My misunderstanding of oil and calories

Since I am pretty skinny and can’t eat much, I am trying to find foods to eat that have as much as calories as possible.

In this quest I came across cooking oil, which is not a food, but it made me wonder what if I drank 100ml of cooking oil or 900 calories. It turns out that you can only consume 25ml of cooking oil, which is barely 200 calories and all the rest would just go into making your stool soft and would basically be wasted.

I want to know exactly why and why wouldn’t the same thing happen if I drank 10 times as much milk or soda or something, but it does with oil? Also, if I ate 100grams of peanut butter shake , which contains 50g of fat, would that be used or would I also use up only 25g and would the remaining be wasted?

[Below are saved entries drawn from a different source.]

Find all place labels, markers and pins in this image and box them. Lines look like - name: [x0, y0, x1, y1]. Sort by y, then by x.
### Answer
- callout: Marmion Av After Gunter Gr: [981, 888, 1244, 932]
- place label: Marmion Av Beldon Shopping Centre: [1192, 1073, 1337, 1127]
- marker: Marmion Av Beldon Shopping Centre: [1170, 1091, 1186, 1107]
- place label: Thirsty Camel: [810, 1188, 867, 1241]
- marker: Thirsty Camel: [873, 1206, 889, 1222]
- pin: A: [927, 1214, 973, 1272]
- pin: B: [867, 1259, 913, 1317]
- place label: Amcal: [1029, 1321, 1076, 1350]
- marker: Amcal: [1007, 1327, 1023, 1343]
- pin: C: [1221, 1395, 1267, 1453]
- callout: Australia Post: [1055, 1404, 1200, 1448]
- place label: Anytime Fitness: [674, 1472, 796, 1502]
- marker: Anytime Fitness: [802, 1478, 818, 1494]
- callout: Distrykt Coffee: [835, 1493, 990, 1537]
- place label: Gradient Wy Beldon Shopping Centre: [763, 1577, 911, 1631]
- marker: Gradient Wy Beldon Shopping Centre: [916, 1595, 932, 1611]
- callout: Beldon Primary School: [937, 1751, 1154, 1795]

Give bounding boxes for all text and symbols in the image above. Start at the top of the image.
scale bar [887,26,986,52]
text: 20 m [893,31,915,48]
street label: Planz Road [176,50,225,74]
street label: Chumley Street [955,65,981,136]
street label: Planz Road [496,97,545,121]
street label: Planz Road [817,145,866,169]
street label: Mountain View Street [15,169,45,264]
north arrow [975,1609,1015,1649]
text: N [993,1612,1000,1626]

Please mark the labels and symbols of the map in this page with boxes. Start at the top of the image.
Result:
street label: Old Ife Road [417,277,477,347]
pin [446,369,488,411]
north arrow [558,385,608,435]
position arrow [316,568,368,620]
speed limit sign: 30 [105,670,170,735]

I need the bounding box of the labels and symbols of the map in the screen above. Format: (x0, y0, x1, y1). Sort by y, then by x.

unrelated question, but I don’t want to open another thread, if I make a liter of peanut butter milkshake and want to use it over 2, 3 days, can I keep it in the fridge or do I have to make it fresh every time? Ingredients would be PB, Banana, sugar and milk, and maybe something to add flavor, but that’s optional.

Your digestive system is developed to deal with a varied diest of meat and vegetables. Faddy diets - only eat fruit or only cabbage soup - will not be good for you in the long term. You should seek advice from a qualified nutritionist and stop looking for advice from random people on an internet forum.

Of course, it’s perfectly possible that there will be someone on The SD who is qualified, but it really needs a more detailed investigation than you can do here.

I would assume that it’s simply because, well, oil is a lubricant. Sliding right through a tube is what it does.

Where did you get this from? Can you post a link to your source?

It is very common for Appalachian Trail thru hikers to bring olive oil and add it to almost everything for the extra calories. It would be great for them to know that it really doesn’t work and they can save the weight. Also if what you say is true I think that would make alcohol (Everclear) the most calorie dense food available to carry.

As long as your pancreas produces enough lipase to break down the oil you’ve consumed, your small intestine will absorb more than 95% of it. Malabsorption of fats/oils generally is only seen with pancreatic/liver/gallbladder dysfunction or massive fat ingestions. Healthy adults can easily handle well over 100 grams of fat a day.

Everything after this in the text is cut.